The final value here is known as the upper bound—an adversary can gain no more confidence when witnessing a mechanism’s output than this percentage (i.e., that a provided answer by a mechanism is the real, truthful answer). The lower bound moves the confidence in the opposite direction and represents the best-case scenario for a respondent. Based on an observed output of a mechanism (i.e., a “no” answer in randomized response), the attacker may lose confidence in a guess (e.g., you thought there was a 50% chance of something happening, but when seeing a particular output value, your confidence drops to 25%). Another way to think of these two boundaries is that not all answers are equal, some answers may be more likely than others, and therefore an attacker’s confidence may change depending on the observed output. This change occurs because of how the mechanism is built.
To practicalize this dance of probabilities, imagine you owned a crystal ball which tells you whether it will rain tomorrow: yes or no. Unfortunately, because the ball is magical, it is regulated, and you are only allowed to access predictions from the ball which have been sanitized using differential privacy.
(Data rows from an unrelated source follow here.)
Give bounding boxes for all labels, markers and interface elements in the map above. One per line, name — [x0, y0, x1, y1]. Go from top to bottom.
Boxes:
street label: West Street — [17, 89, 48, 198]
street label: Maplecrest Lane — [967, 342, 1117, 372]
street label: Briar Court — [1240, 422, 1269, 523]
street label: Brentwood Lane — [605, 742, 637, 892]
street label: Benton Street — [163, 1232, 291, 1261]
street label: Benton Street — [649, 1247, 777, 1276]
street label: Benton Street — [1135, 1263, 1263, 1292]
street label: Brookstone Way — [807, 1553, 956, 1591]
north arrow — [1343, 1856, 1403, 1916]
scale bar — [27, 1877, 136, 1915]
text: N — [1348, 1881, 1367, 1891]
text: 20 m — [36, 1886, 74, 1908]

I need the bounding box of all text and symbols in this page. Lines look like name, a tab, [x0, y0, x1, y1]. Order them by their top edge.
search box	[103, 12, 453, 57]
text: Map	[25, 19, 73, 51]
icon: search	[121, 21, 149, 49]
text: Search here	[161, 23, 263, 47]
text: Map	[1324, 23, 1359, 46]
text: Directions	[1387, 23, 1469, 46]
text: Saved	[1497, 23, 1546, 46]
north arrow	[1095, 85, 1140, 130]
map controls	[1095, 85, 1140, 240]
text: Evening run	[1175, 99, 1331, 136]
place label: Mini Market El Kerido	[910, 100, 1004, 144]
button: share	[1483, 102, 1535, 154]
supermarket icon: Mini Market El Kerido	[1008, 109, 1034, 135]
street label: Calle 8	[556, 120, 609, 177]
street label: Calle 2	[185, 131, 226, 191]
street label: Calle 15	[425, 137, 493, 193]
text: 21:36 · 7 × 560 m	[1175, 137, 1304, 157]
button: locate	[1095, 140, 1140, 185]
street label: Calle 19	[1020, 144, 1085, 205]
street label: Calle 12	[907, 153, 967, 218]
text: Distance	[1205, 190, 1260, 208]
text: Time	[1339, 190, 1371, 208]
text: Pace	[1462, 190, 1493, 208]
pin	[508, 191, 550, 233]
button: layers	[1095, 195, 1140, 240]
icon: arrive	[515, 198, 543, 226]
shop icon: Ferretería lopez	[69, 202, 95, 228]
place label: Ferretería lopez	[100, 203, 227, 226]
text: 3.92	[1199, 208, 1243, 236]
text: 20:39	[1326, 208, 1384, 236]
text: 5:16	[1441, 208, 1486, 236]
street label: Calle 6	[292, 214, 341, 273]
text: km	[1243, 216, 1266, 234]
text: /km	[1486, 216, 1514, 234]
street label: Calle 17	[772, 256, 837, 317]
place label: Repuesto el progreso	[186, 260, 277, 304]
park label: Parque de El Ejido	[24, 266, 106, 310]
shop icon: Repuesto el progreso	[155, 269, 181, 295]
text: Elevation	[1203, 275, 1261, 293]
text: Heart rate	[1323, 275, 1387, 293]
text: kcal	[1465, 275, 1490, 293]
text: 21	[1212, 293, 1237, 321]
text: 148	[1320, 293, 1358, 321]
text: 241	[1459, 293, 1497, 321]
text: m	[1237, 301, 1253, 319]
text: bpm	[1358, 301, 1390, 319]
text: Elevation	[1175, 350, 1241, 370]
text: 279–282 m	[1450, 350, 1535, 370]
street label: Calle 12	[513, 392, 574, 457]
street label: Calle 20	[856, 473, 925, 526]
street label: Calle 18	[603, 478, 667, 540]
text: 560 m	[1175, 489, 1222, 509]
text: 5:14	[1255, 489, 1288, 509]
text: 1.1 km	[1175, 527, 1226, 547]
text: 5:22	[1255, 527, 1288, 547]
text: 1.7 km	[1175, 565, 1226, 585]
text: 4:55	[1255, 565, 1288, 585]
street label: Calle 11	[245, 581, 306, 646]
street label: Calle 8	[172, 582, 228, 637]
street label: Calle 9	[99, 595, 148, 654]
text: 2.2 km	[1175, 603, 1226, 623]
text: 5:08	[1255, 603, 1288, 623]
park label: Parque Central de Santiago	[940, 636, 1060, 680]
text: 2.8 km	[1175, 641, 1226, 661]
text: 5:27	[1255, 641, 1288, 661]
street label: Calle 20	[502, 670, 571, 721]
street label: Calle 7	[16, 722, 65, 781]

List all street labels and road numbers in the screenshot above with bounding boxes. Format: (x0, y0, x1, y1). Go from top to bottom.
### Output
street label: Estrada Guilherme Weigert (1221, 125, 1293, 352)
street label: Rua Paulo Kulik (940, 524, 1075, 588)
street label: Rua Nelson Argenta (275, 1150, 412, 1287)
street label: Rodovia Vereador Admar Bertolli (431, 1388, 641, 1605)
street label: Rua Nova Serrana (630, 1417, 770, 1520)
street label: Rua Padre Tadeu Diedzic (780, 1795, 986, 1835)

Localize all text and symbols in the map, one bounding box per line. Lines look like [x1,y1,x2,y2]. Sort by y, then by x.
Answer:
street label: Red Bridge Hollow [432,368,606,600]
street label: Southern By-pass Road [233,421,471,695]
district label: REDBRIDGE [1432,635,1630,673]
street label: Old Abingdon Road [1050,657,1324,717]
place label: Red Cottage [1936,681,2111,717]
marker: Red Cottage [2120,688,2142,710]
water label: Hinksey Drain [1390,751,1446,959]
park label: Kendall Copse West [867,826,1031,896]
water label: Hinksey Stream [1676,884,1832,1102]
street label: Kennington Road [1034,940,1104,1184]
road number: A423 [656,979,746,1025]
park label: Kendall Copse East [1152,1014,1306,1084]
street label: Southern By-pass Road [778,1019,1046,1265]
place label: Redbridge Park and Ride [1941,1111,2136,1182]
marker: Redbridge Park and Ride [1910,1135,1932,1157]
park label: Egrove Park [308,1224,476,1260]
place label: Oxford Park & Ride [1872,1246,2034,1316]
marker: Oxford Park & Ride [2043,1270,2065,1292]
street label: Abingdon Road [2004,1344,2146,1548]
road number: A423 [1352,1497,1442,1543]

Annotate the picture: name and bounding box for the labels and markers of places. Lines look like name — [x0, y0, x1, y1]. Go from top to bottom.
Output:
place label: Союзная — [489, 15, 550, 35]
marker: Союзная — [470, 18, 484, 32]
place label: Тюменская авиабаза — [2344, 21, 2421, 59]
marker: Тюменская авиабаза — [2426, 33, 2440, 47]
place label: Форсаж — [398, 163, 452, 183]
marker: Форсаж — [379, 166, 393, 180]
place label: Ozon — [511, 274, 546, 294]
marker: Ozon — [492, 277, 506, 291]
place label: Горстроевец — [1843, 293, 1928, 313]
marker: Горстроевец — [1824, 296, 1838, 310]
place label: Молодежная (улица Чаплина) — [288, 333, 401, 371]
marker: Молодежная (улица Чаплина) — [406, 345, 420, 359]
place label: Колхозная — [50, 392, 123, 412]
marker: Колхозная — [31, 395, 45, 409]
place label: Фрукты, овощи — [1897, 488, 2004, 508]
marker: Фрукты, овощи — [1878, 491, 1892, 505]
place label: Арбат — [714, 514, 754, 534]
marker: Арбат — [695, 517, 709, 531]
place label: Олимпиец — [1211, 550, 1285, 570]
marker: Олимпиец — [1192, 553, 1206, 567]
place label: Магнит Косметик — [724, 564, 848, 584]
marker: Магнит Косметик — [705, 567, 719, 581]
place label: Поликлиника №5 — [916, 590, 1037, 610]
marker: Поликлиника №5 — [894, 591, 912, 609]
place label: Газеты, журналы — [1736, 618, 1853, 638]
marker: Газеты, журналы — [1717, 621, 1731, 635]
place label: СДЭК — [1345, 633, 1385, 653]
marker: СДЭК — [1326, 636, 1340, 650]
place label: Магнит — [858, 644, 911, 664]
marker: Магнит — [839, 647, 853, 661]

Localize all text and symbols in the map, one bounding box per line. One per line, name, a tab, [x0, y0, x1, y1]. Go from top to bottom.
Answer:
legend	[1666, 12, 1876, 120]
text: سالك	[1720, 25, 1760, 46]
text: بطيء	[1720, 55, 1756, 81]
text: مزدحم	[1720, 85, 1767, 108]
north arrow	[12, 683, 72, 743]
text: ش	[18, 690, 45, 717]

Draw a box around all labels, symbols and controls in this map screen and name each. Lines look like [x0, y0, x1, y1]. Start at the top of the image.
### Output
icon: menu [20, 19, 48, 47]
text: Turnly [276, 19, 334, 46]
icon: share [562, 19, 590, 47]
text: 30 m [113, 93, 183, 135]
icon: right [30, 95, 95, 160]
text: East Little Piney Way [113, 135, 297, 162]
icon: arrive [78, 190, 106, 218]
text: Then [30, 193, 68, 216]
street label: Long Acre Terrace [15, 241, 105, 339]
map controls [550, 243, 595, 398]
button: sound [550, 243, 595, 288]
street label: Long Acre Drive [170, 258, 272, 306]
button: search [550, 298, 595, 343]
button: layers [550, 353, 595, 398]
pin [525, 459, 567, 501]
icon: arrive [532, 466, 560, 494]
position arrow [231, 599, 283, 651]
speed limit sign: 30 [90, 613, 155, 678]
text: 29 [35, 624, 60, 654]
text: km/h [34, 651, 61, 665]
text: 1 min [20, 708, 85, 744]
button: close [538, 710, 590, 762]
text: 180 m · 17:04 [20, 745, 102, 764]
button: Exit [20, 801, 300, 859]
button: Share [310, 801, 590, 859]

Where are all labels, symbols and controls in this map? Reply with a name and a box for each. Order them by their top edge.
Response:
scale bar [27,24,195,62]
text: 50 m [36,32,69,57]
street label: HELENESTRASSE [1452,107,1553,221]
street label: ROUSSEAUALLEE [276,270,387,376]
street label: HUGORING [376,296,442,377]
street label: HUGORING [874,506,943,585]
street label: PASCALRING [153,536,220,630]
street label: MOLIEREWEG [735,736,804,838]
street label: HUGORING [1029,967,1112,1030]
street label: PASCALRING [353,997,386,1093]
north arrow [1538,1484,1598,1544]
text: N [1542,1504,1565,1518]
Further assume that you know the mechanism the crystal ball uses has an epsilon value of 1.098. Given that there is, at baseline, a 50% chance that it will rain tomorrow, if your crystal ball answers “yes,” then you can be 75% confident that it will rain tomorrow—and this might be high enough for you to carry an umbrella. The output of the mechanism, even though differential privacy is being used, greatly impacted your decision to carry an umbrella.
On the other hand, assume the crystal ball were using a (.08)-differentially private mechanism to sanitize its future-predicting outputs. If you had an a priori guess that it would rain tomorrow, 50%, and the crystal ball said “yes”—i.e., the same setup from before, with a revised epsilon value—then you would only have gained a 2% boost in confidence. You are now able to say there is a 52% chance of rain tomorrow—and that might not be high enough for you to take an umbrella. In other words, learning the output of this particular (.08)-differentially private mechanism does very little for your choice in umbrella encumbrance.
This fluidity in confidence is what must be translated into legal language. At a high level, lower epsilons mean that the data provided by a mechanism is more sanitized, and a statute that is highly sensitive to the risk of a privacy loss (i.e., risk of reidentification) would be more likely to approve the mechanism’s outputs. However, there are a few important nuances not captured by such a cursory view. Three options may exist for the accurate and portable packaging of a mechanism’s risk of reidentification. Each of these options is discussed in turn.
a. Epsilon Alone
One possibility for translating a mechanism’s legal risk is simply using epsilon alone. On the positive side, this approach places the focus on an easily adjustable quantity, allowing simple changes in epsilon to reposition the legal viewpoint of a mechanism’s sanitization abilities. The downside, however, is that this approach is not very granular. Low epsilons may be considered more private, as “small [epsilons] are happy epsilons,” but distinguishing between an epsilon of .01 versus .05 versus 1.0 would be practically difficult. At the same time, this could impact a decision by a court given that not all data are created equal, and the purposes of data exploration are also not equal (i.e., some objectives are more worthwhile than others). If a court has trouble distinguishing between “small” epsilons, then it could lead to permissible sharing when the risk is, in reality, too high.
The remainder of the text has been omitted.